Some OCEAN miners have started utilizing the Coin Age Priority algorithm while building block templates using DATUM. Originally Bitcoin Core chose which transactions to include in a block based on what it saw first in the memory pool. This logic was eventually replaced by prioritizing older coins, those that had been left unused for a long time, over other coins. This eventually applied to only a small portion of blockspace and was eventually phased out completely around the time of Segwit. It is still maintained at Bitcoin Knots.
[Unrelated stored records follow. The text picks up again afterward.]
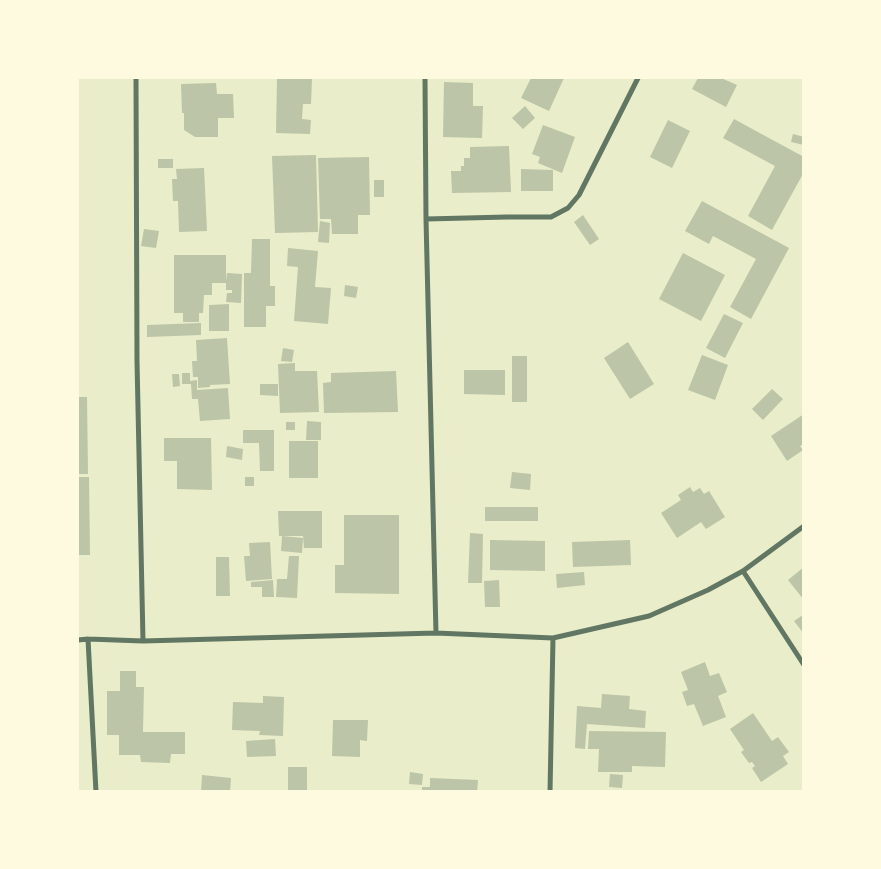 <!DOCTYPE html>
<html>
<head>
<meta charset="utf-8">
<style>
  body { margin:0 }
  #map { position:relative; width:881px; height:869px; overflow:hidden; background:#e9edc9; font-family:"Archivo Narrow",sans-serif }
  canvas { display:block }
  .frame { position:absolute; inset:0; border:79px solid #fefae0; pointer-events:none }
</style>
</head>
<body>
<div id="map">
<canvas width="881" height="869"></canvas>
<div class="frame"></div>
</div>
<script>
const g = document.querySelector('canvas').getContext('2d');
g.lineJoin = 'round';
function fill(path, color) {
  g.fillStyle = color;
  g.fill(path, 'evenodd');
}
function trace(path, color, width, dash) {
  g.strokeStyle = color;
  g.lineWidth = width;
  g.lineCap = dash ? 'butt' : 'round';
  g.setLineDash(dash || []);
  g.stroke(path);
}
const building = new Path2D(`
  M277,78l35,1 -1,25h-8l-1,15 9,1 -1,14 -34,-1z
  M531,78h33l-15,33 -28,-13z
  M698,78h23l16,7 -11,22 -34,-18z
  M444,82l29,1v23h10l-1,32 -39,-1z
  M216,83l1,11h16l1,24h-16v19h-23l-11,-7v-17h-2l-1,-29z
  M525,106l10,12 -12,11 -11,-11z
  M734,119l70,38v15l-32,58 -24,-14 27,-50 -52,-28z
  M668,120l22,11 -18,37 -22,-11z
  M543,125l32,12 -13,36 -24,-10 2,-6 -8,-3z
  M793,134l11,3v8l-13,-3z
  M509,146l2,46 -59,1 -1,-22h10v-5h3v-8h6v-11z
  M316,155l2,77 -43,1 -3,-77z
  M369,157l1,58h-12v19h-26l-1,-15h-11l-2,-61z
  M158,159h15v9h-15z
  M204,168l3,63 -28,1 -1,-31h-5l-1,-22h5l-1,-10z
  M521,169l32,1v21h-32z
  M374,180h10v17h-10z
  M702,201l87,47 -38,71 -21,-12 26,-48 -43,-23 -4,8 -24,-13z
  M583,215l16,24 -9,6 -16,-23z
  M320,221l10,2 -1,20 -11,-1z
  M144,229l15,2 -3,17 -15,-2z
  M252,239h18v47h5v20h-9v21h-22v-54h7z
  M288,248l30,3 -3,36 16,1 -3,36 -34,-3 4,-54 -11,-1z
  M683,253l42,22 -24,46 -42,-22z
  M174,255h52v26l1,-8 15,1 -1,29 -15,-1 1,-9h5v-3h-6v-7h-14v12h-8l-1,18h-4v9h-16v-9h-9z
  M345,285l13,2 -2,11 -12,-2z
  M229,304v27h-20v-26z
  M724,314l19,9 -18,35 -19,-10z
  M201,323v12l-54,2v-12z
  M227,338l3,46 -20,1v2l-12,1v-11h-5l-1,-16h5l-1,-21z
  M628,342l26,42 -24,15 -26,-41z
  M283,348l11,2 -2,12 -11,-1z
  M702,355l26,10 -13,35 -27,-10z
  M512,356h15v46h-15z
  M295,363v8h22l2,41 -39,1 -2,-49z
  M464,370h41v25l-41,-1z
  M396,371l2,41 -74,1 -1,-30 8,-1v-9z
  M182,373h8v8l7,-1v10l31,-2 2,31 -30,2 -2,-22h-6l-1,-15h-9z
  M172,374h7l1,12 -7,1z
  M260,384h18v12l-18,-1z
  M772,389l11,10 -20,21 -11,-11z
  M78,397h9l1,77h-10z
  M804,414v30l-4,2 3,4 -16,11 -16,-25z
  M307,421l14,1v18h-15z
  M286,422h9v8h-9z
  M243,430h31v41h-14l-1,-28h-16z
  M164,438h47l1,52 -35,-1v-28h-13z
  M289,441h29v37h-29z
  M227,446l16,3 -1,11 -16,-3z
  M512,472l19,2 -1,16 -20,-2z
  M78,477h11l1,78h-12z
  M245,477h9v9h-9z
  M690,487l3,5 7,-4 4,6 5,-3 16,26 -19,12 -5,-7 -24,16 -16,-25 20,-13 -3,-5z
  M485,507h53v14h-53z
  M278,511h44v37h-18l-1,-12h-24z
  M344,515h55v79l-64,-1v-28h9z
  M470,533l13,1 -1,49h-14z
  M282,536l21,2 -1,15 -21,-2z
  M490,540l55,1v30l-55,-1z
  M630,540l1,25 -58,2 -1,-25z
  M270,542l2,37 -26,2 -2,-25h6l-1,-13z
  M289,556h10l-2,42 -21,-1 1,-18h10z
  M216,557h13l1,39h-14z
  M804,567v33l-16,-20z
  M584,572l1,13 -28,3 -1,-14z
  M273,580l1,17h-12v-10h-11v-5z
  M499,580l1,27h-15l-1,-26z
  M803,615l1,1v18l-10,-13z
  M705,662l5,14 9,-3 8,19 -9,4 8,21 -23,9 -9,-22 -7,2 -5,-14 6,-2 -7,-18z
  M120,671h16v16h8l-1,45h42v22h-14l-1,9 -29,-1 -1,-7h-21v-20h-12v-44h13z
  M602,694l28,2 -1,13 17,2 -1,17 -58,-4 -2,25 -10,-1 2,-42 24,2z
  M263,696l21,1 -1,39 -24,-1 1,-4 -28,-1 1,-28 30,1z
  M753,713l19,28 6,-4 11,15 -6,4 5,8 -27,18 -9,-14 3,-2 -3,-4 -3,1 -8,-11 3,-2 -14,-21z
  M333,720h35l-1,21 -7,-1v17l-28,-1z
  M589,731l77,1 -1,35 -33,-1v6h-34l1,-23h-11z
  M275,739l1,17 -29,1 -1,-16z
  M288,767h19v25h-19z
  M410,772l13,2 -1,11 -13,-1z
  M610,774l13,1 -1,13 -13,-1z
  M202,775l29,3 -1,14h-29z
  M430,778l48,2 -1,12h-55v-5h8z`);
const minor = new Path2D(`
  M136,78l1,283 6,280
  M425,78l1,141 10,414
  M426,219l81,-2h44l17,-9 11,-13 59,-117
  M743,571l61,94
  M88,639l8,153
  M78,640l10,-1 55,2 293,-8 117,5 96,-22 59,-26 35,-19 61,-45
  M550,792l3,-154`);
fill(building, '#bcc5a7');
trace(minor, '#617663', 5);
</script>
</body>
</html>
We can only speculate about the miners' motivations for doing this, but given OCEAN's rhetoric, we can speculate that it has something to do with prioritizing “financial” transactions over other transactions. Even if it wasn't, it's still irrational in every way, even if it was purely to help small UTXO holders.
Although we are free to partition blockspace as miners and prioritize transactions arbitrarily within those partitions, the fact remains that blockspace is a fungible good that is valued on the open market. If criteria other than fees are used to decide which trades to include, funds will remain on the table. The only situation in which this would not be the case is if these criteria were one-to-one identical to making a decision based on price, which would be a meaningless criterion.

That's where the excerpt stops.